The Korea Advanced Institute of Science and Technology (KAIST) announced on the 26th that the research team of Professor Gwang-Hyun Cho in the Department of Biological and Brain Engineering has developed an early source technology to reverse aging to return dermal fibroblasts. aged humans to normal young cells.
The research team developed a program that implements a computer-implemented cellular aging signaling network of human dermal fibroblasts and simulated them to find the key factors necessary to return old cells to young cells. In addition, by controlling this key factor, it has established a reverse aging technology that increases the synthesis of reduced collagen in aging skin tissues and restores the regenerative ability to show the characteristics of young skin tissues. The research team’s thesis was published in the International Journal (PNAS).
Currently, the method that has been studied mainly as a rejuvenation strategy is to de-differentiate already differentiated cells by temporarily expressing the ‘OSKM transcription factor’ by Professor Shinya Yamanaka from Kyoto University in Japan and California State University in the United States, Nobel Prize in Physiology or Medicine 2012. In this way, senescent cells return to a younger state.
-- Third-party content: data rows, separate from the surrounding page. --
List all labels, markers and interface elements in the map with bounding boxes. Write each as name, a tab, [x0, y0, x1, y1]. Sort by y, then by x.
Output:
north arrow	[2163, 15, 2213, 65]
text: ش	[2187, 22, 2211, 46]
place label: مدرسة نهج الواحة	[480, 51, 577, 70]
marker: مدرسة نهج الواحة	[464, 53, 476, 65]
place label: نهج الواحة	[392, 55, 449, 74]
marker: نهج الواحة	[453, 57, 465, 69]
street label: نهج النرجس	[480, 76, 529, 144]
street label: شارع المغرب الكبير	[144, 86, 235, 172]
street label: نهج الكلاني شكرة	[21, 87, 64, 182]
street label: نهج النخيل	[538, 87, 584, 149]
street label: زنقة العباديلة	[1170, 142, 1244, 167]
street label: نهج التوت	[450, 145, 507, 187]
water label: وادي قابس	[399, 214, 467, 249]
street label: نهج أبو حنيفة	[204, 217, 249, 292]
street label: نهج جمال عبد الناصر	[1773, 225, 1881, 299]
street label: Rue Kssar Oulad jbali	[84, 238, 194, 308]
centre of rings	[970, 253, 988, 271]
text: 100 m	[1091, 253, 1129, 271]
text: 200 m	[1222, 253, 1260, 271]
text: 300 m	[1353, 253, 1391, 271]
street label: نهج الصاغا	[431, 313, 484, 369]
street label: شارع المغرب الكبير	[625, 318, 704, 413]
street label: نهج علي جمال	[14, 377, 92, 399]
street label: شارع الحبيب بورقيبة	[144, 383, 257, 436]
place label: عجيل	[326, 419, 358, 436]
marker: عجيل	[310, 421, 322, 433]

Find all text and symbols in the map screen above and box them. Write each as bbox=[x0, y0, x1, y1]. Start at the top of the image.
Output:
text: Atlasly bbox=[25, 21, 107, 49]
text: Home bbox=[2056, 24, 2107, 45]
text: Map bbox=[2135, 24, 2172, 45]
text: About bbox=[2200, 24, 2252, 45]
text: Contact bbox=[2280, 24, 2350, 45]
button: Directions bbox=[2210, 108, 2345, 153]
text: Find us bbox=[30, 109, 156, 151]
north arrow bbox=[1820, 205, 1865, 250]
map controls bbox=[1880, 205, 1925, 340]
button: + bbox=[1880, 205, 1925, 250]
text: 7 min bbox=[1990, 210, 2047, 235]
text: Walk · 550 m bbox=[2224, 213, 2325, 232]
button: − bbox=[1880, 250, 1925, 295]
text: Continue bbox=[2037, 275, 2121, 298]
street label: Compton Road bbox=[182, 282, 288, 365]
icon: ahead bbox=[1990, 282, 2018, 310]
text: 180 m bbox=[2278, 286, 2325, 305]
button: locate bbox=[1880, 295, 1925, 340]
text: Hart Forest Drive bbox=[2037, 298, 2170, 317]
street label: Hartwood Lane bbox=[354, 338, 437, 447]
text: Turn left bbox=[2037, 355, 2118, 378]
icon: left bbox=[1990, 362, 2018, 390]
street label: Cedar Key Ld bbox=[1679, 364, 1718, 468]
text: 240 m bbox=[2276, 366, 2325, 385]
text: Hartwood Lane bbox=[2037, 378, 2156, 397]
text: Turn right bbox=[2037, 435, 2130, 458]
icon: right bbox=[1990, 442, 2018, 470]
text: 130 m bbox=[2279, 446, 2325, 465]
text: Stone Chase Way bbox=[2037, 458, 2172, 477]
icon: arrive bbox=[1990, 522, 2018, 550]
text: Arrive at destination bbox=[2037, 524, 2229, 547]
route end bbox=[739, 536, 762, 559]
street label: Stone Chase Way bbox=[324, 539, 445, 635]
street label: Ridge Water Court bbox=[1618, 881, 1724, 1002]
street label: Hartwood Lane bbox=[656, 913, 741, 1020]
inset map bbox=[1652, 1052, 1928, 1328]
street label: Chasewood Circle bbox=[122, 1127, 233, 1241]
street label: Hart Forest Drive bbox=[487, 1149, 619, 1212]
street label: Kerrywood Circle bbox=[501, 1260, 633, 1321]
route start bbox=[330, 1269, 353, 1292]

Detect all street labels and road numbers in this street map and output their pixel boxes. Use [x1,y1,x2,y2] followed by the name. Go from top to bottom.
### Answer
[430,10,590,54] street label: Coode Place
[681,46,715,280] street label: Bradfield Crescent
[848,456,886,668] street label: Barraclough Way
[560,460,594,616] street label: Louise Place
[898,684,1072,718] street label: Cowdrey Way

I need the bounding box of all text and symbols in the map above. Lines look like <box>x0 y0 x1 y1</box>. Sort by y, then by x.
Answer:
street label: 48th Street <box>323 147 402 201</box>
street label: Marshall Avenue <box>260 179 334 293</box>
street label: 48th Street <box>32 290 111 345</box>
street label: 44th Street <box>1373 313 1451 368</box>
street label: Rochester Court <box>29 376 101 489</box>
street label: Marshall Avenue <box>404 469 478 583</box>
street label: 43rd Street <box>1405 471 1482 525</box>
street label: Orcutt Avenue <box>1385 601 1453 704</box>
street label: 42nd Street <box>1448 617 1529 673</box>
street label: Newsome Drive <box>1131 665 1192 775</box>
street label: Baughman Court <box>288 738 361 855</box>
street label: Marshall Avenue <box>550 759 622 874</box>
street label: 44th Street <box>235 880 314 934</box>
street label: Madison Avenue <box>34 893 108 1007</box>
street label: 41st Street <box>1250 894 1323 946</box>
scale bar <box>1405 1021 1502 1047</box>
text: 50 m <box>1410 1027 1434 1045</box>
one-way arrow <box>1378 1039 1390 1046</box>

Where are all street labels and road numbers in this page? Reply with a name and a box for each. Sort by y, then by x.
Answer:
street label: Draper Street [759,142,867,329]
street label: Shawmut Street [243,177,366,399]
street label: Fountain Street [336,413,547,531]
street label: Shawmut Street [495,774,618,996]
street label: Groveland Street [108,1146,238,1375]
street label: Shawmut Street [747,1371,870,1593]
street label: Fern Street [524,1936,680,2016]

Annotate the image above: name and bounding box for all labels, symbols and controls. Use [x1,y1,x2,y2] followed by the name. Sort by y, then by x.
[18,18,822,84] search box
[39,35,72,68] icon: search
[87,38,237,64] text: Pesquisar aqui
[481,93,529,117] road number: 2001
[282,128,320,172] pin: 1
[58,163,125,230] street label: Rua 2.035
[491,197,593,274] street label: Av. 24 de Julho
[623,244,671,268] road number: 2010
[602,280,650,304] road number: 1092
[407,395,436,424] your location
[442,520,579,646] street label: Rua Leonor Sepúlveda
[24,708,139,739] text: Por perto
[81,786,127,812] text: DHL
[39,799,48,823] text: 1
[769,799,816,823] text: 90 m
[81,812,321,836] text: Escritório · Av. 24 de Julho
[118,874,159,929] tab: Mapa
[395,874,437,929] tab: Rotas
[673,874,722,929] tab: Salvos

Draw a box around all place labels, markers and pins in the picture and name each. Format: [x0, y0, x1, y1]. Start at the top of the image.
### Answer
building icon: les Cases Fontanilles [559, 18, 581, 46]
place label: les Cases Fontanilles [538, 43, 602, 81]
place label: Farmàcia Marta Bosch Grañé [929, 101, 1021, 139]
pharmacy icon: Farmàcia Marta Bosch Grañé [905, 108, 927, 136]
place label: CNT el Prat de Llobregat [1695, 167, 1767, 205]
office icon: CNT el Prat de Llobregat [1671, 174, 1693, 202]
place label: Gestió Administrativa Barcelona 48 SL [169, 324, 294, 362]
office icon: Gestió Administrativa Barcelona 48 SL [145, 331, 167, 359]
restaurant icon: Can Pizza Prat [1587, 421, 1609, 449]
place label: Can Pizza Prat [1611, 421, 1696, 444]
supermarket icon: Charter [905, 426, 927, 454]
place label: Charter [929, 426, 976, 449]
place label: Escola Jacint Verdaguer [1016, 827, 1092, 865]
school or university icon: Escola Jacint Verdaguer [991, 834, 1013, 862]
However, this technology has the limitation that cancer-causing side effects such as tumor formation occur.
Professor Gwang-Hyun Cho’s research team is a key regulator that returns aged human dermal fibroblasts back to young cells. We find the upper regulatory factor ‘PDK1’ (PDK1) that simultaneously controls F-KB ‘(NF-kB).
The research team demonstrated that senescent cells can be rejuvenated by inhibiting PDK1 through experiments with molecular cells and aging artificial skin models. When PDK1 was suppressed in aged human dermal fibroblasts, markers of cellular aging disappeared and functions as normal cells that respond appropriately to the surrounding environment were confirmed.
Based on the results of this research, the Amorepacific Institute of Technology, which has collaborated with the research team, is developing cosmetics that improve aging skin wrinkles by extracting the inhibitory ingredient PDK1 from camellia extract, KAIST said.